Compared to years past, larger numbers of hikers, bikers and runners are steering clear of an elk calving area in the Deschutes National Forest, thanks to efforts by several environmental groups to increase the number of signs that warn of the area’s importance to wildlife.
The wildlife closure located on Middle Flagline Trail had been routinely ignored by trail users, according to a release issued by the U.S. Forest Service and its partners in the project. This year the number of trail users who ignored the warnings dropped by 93%.
Calving grounds are used by elk for birthing and raising their young. Keeping those areas closed to humans allows female elk to better recover from harsh winter conditions, migrations and giving birth. As well as being enjoyed by wildlife spotters, elk are a popular animal for hunts in Central Oregon.
The area around the Middle Flagline Trail contains an abundant supply of grasses, bushes and plants favored by elk, as well as water from the Bridge Creek watershed and scattered meadows.

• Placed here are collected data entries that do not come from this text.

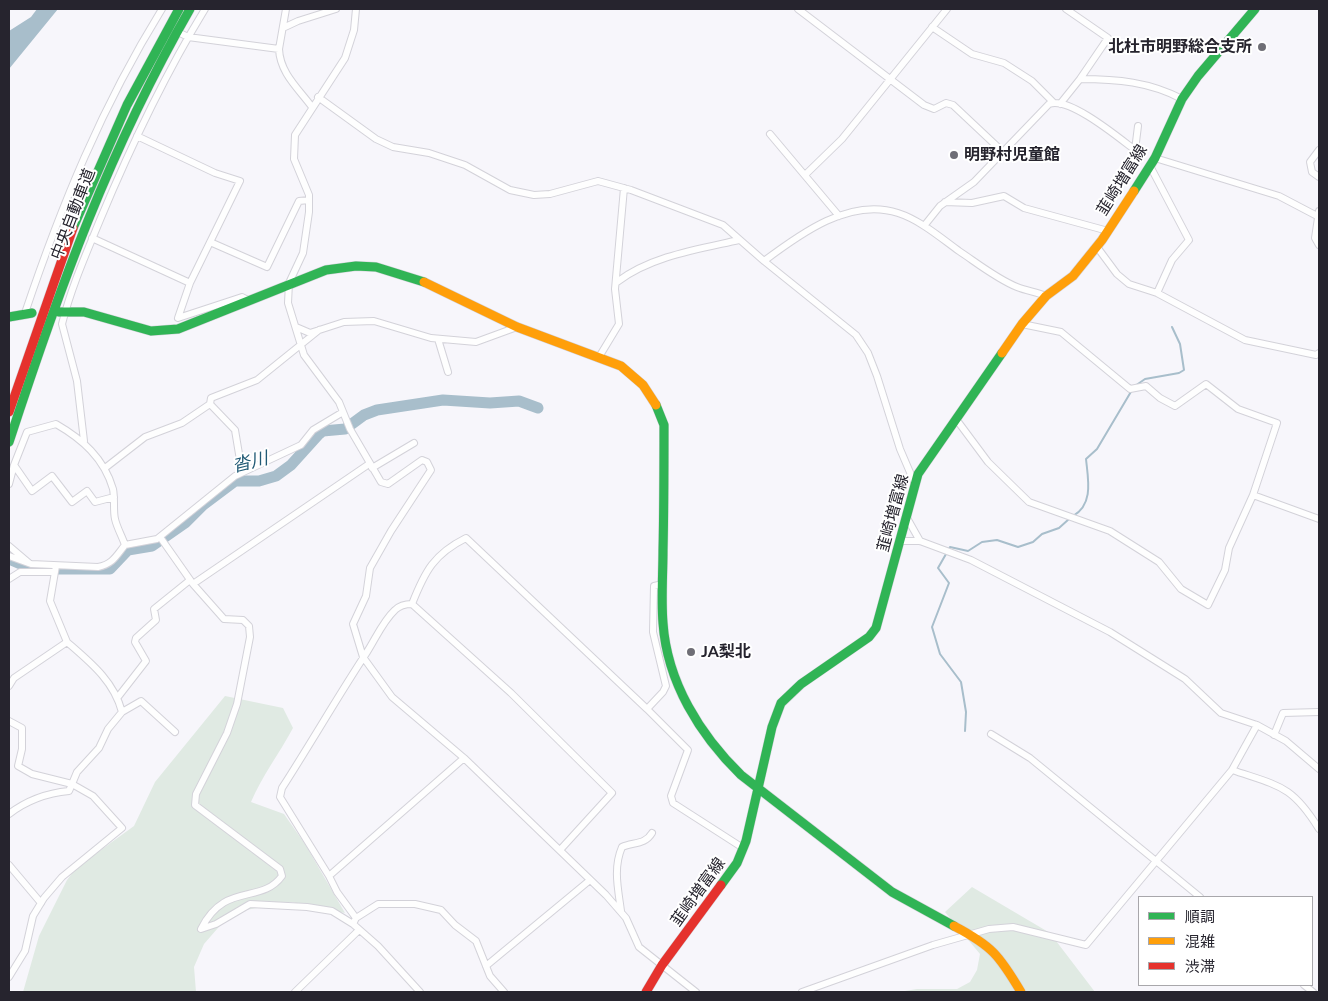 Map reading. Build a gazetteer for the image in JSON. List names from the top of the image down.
{
  "streets": {
    "main road": ["韮崎増富線", "中央自動車道"]
  },
  "water": ["沓川"],
  "places": ["北杜市明野総合支所", "明野村児童館", "JA梨北"],
  "legend": ["順調", "混雑", "渋滞"]
}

The area is also relatively secluded due to the lack of roads, offering quiet hiding cover and shade for elk.
During a 10-day monitoring period a year ago, researchers using trail cameras counted 111 mountain bikers and six runners who ignored the closure, which is put in place annually until Aug. 15.

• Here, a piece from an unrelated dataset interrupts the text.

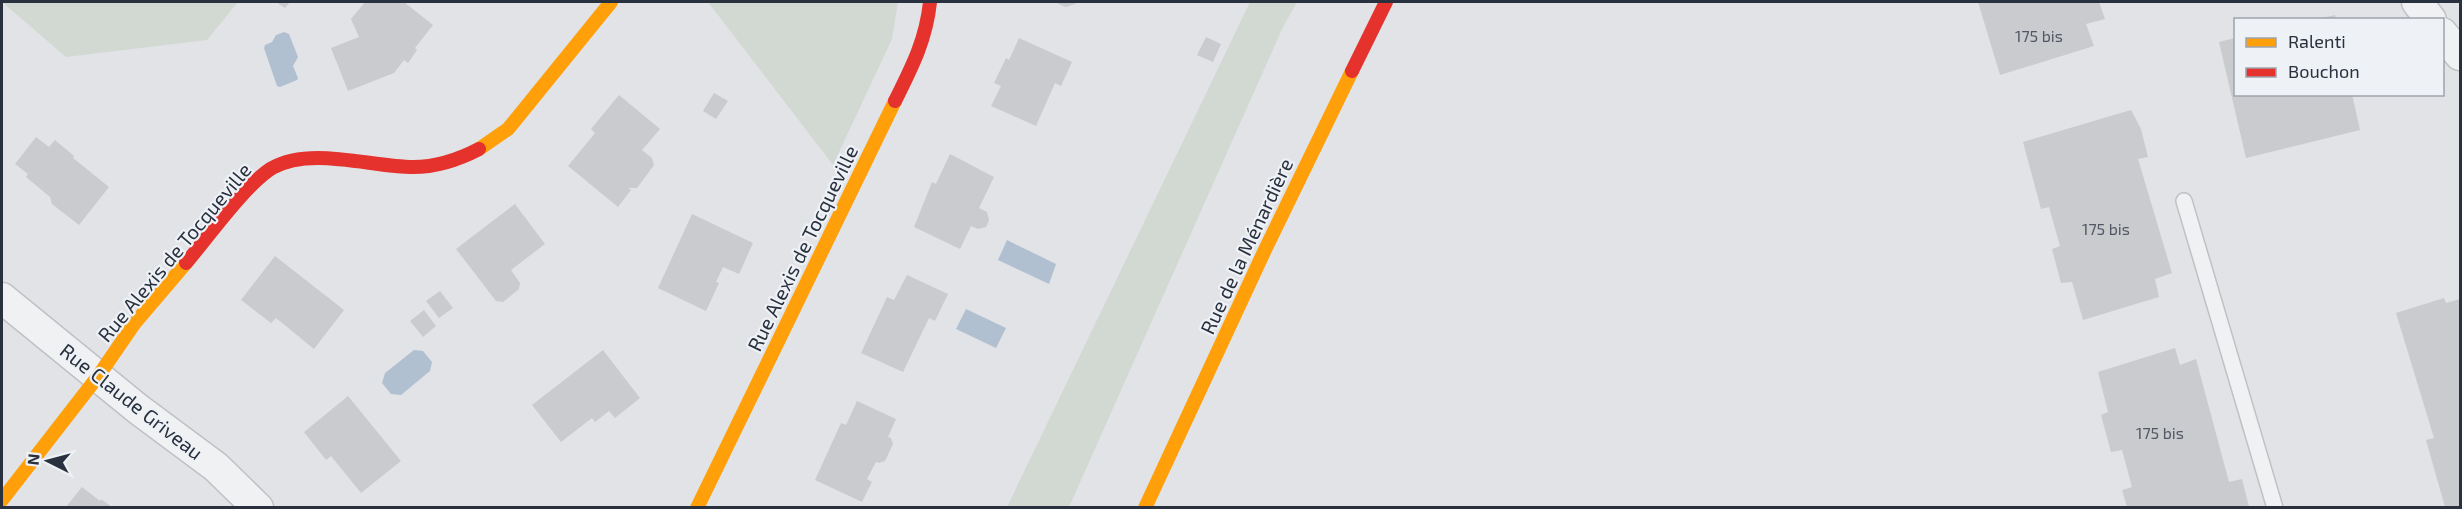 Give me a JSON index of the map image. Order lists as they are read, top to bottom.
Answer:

Increased signs, patrols and education were implemented this year to reduce the number of trail users. Results during a similar 10-day period this year showed just eight mountain bikers and zero runners or hikers on the trail. The change between the two years represents a 93% decline.
“Better signage and a barricade worked much better — along with the use of trail cameras,” said Karl Findling, conservation director for the Oregon Hunters Association, one of the groups involved with the project.
Other groups involved in the project include Bend Trails, Central Oregon Trail Alliance, Deschutes Trails Coalition, Mt. Bachelor, Visit Bend and the Forest Service.
“When the cycling community and other public land users hear about a trail camera in use, it gets folk’s attention — since it’s unknown where they are located,” Findling added.